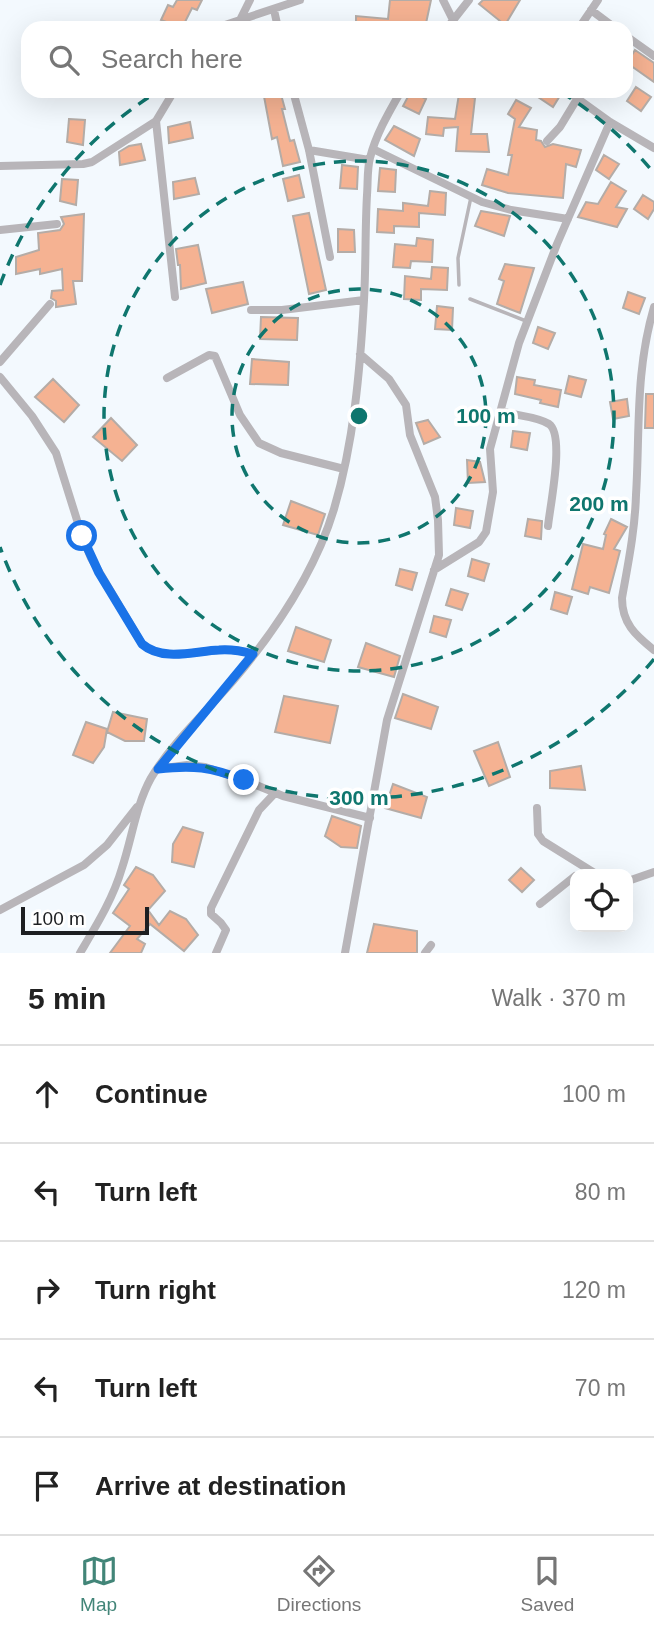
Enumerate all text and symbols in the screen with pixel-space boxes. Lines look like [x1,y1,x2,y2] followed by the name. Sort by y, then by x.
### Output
[21,21,633,98] search box
[45,41,83,79] icon: search
[101,44,243,74] text: Search here
[347,404,371,428] centre of rings
[456,404,516,427] text: 100 m
[569,492,629,515] text: 200 m
[66,520,97,551] route start
[228,764,259,795] route end
[329,786,389,809] text: 300 m
[570,869,633,932] map controls
[570,869,633,932] button: locate
[21,904,149,936] scale bar
[32,908,85,929] text: 100 m
[28,982,106,1015] text: 5 min
[491,985,626,1011] text: Walk · 370 m
[28,1075,66,1113] icon: ahead
[95,1079,208,1109] text: Continue
[562,1081,626,1107] text: 100 m
[28,1173,66,1211] icon: left
[95,1177,197,1207] text: Turn left
[575,1179,626,1205] text: 80 m
[28,1271,66,1309] icon: right
[95,1275,216,1305] text: Turn right
[562,1277,626,1303] text: 120 m
[28,1369,66,1407] icon: left
[95,1373,197,1403] text: Turn left
[575,1375,626,1401] text: 70 m
[28,1467,66,1505] icon: arrive
[95,1471,346,1501] text: Arrive at destination
[80,1552,118,1616] tab: Map
[277,1552,361,1616] tab: Directions
[520,1552,574,1616] tab: Saved

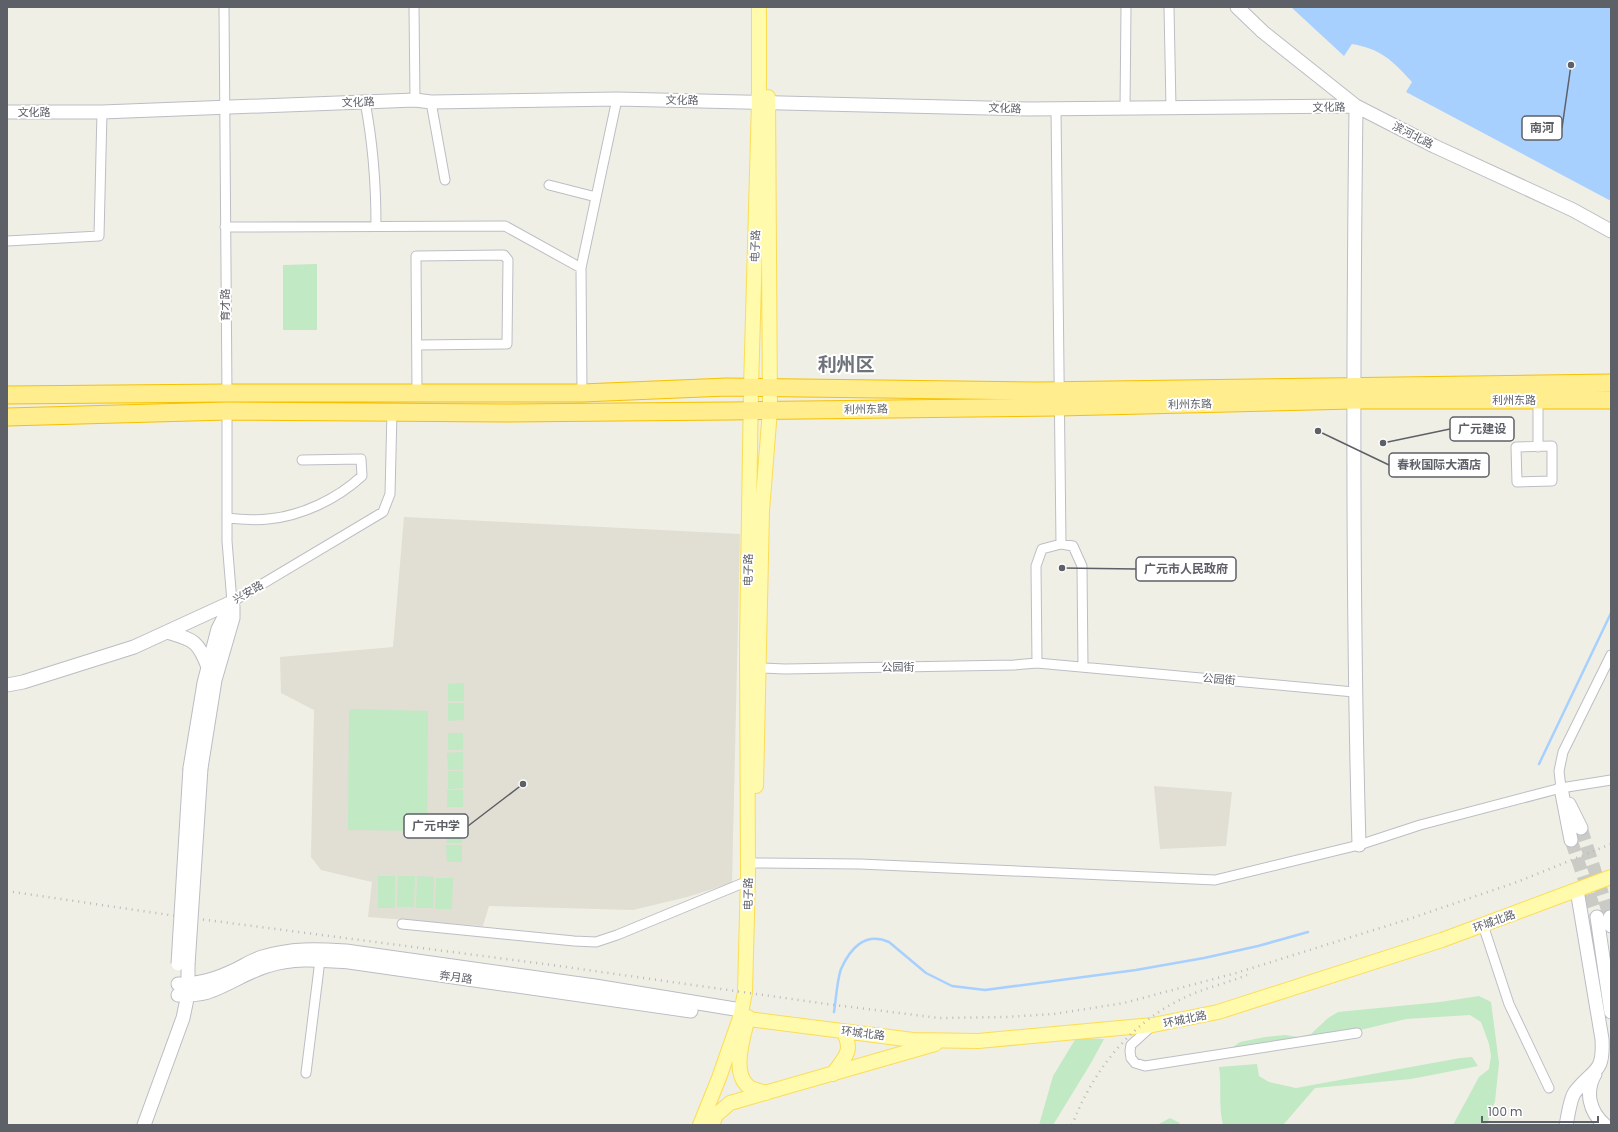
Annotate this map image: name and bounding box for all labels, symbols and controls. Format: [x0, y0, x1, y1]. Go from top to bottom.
street label: 文化路 [665, 92, 699, 108]
street label: 文化路 [341, 93, 375, 111]
street label: 文化路 [988, 99, 1022, 117]
street label: 文化路 [1312, 99, 1346, 115]
street label: 文化路 [18, 104, 51, 120]
callout: 南河 [1522, 116, 1562, 140]
street label: 滨河北路 [1390, 118, 1436, 152]
text: 南河 [1530, 119, 1554, 136]
street label: 电子路 [746, 229, 764, 263]
street label: 育才路 [217, 289, 233, 322]
district label: 利州区 [817, 351, 875, 378]
street label: 利州东路 [1492, 392, 1536, 408]
street label: 利州东路 [1168, 396, 1212, 412]
street label: 利州东路 [844, 401, 888, 417]
callout: 广元建设 [1450, 417, 1514, 441]
text: 广元建设 [1458, 420, 1507, 437]
callout: 春秋国际大酒店 [1389, 453, 1489, 477]
text: 春秋国际大酒店 [1397, 456, 1481, 473]
street label: 电子路 [740, 553, 756, 587]
callout: 广元市人民政府 [1136, 557, 1236, 581]
text: 广元市人民政府 [1144, 560, 1228, 577]
street label: 兴安路 [230, 577, 266, 607]
street label: 公园街 [881, 659, 915, 675]
street label: 公园街 [1202, 670, 1236, 688]
callout: 广元中学 [404, 814, 468, 838]
text: 广元中学 [412, 817, 460, 834]
street label: 电子路 [740, 877, 756, 911]
street label: 环城北路 [1471, 906, 1517, 936]
street label: 奔月路 [439, 967, 473, 987]
street label: 环城北路 [1162, 1007, 1208, 1031]
street label: 环城北路 [840, 1022, 886, 1044]
scale bar [1482, 1098, 1598, 1124]
text: 100 m [1488, 1103, 1522, 1120]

++++

*WORK TASK:* An exact, image-free transcript of the material is required.

*TASK SOLUTION:*
Enumerate all text and symbols in the screen with pixel-space boxes. Lines look like [x1,y1,x2,y2] followed by the name. Sort by y, then by x.
### Output
[21,21,633,98] search box
[45,41,83,79] icon: search
[101,44,243,74] text: Search here
[347,404,371,428] centre of rings
[456,404,516,427] text: 100 m
[569,492,629,515] text: 200 m
[66,520,97,551] route start
[228,764,259,795] route end
[329,786,389,809] text: 300 m
[570,869,633,932] map controls
[570,869,633,932] button: locate
[21,904,149,936] scale bar
[32,908,85,929] text: 100 m
[28,982,106,1015] text: 5 min
[491,985,626,1011] text: Walk · 370 m
[28,1075,66,1113] icon: ahead
[95,1079,208,1109] text: Continue
[562,1081,626,1107] text: 100 m
[28,1173,66,1211] icon: left
[95,1177,197,1207] text: Turn left
[575,1179,626,1205] text: 80 m
[28,1271,66,1309] icon: right
[95,1275,216,1305] text: Turn right
[562,1277,626,1303] text: 120 m
[28,1369,66,1407] icon: left
[95,1373,197,1403] text: Turn left
[575,1375,626,1401] text: 70 m
[28,1467,66,1505] icon: arrive
[95,1471,346,1501] text: Arrive at destination
[80,1552,118,1616] tab: Map
[277,1552,361,1616] tab: Directions
[520,1552,574,1616] tab: Saved

Annotate this map image: name and bounding box for all labels, symbols and controls. Format: [x0, y0, x1, y1]. Go from top to bottom.
street label: 文化路 [665, 92, 699, 108]
street label: 文化路 [341, 93, 375, 111]
street label: 文化路 [988, 99, 1022, 117]
street label: 文化路 [1312, 99, 1346, 115]
street label: 文化路 [18, 104, 51, 120]
callout: 南河 [1522, 116, 1562, 140]
street label: 滨河北路 [1390, 118, 1436, 152]
text: 南河 [1530, 119, 1554, 136]
street label: 电子路 [746, 229, 764, 263]
street label: 育才路 [217, 289, 233, 322]
district label: 利州区 [817, 351, 875, 378]
street label: 利州东路 [1492, 392, 1536, 408]
street label: 利州东路 [1168, 396, 1212, 412]
street label: 利州东路 [844, 401, 888, 417]
callout: 广元建设 [1450, 417, 1514, 441]
text: 广元建设 [1458, 420, 1507, 437]
callout: 春秋国际大酒店 [1389, 453, 1489, 477]
text: 春秋国际大酒店 [1397, 456, 1481, 473]
street label: 电子路 [740, 553, 756, 587]
callout: 广元市人民政府 [1136, 557, 1236, 581]
text: 广元市人民政府 [1144, 560, 1228, 577]
street label: 兴安路 [230, 577, 266, 607]
street label: 公园街 [881, 659, 915, 675]
street label: 公园街 [1202, 670, 1236, 688]
callout: 广元中学 [404, 814, 468, 838]
text: 广元中学 [412, 817, 460, 834]
street label: 电子路 [740, 877, 756, 911]
street label: 环城北路 [1471, 906, 1517, 936]
street label: 奔月路 [439, 967, 473, 987]
street label: 环城北路 [1162, 1007, 1208, 1031]
street label: 环城北路 [840, 1022, 886, 1044]
scale bar [1482, 1098, 1598, 1124]
text: 100 m [1488, 1103, 1522, 1120]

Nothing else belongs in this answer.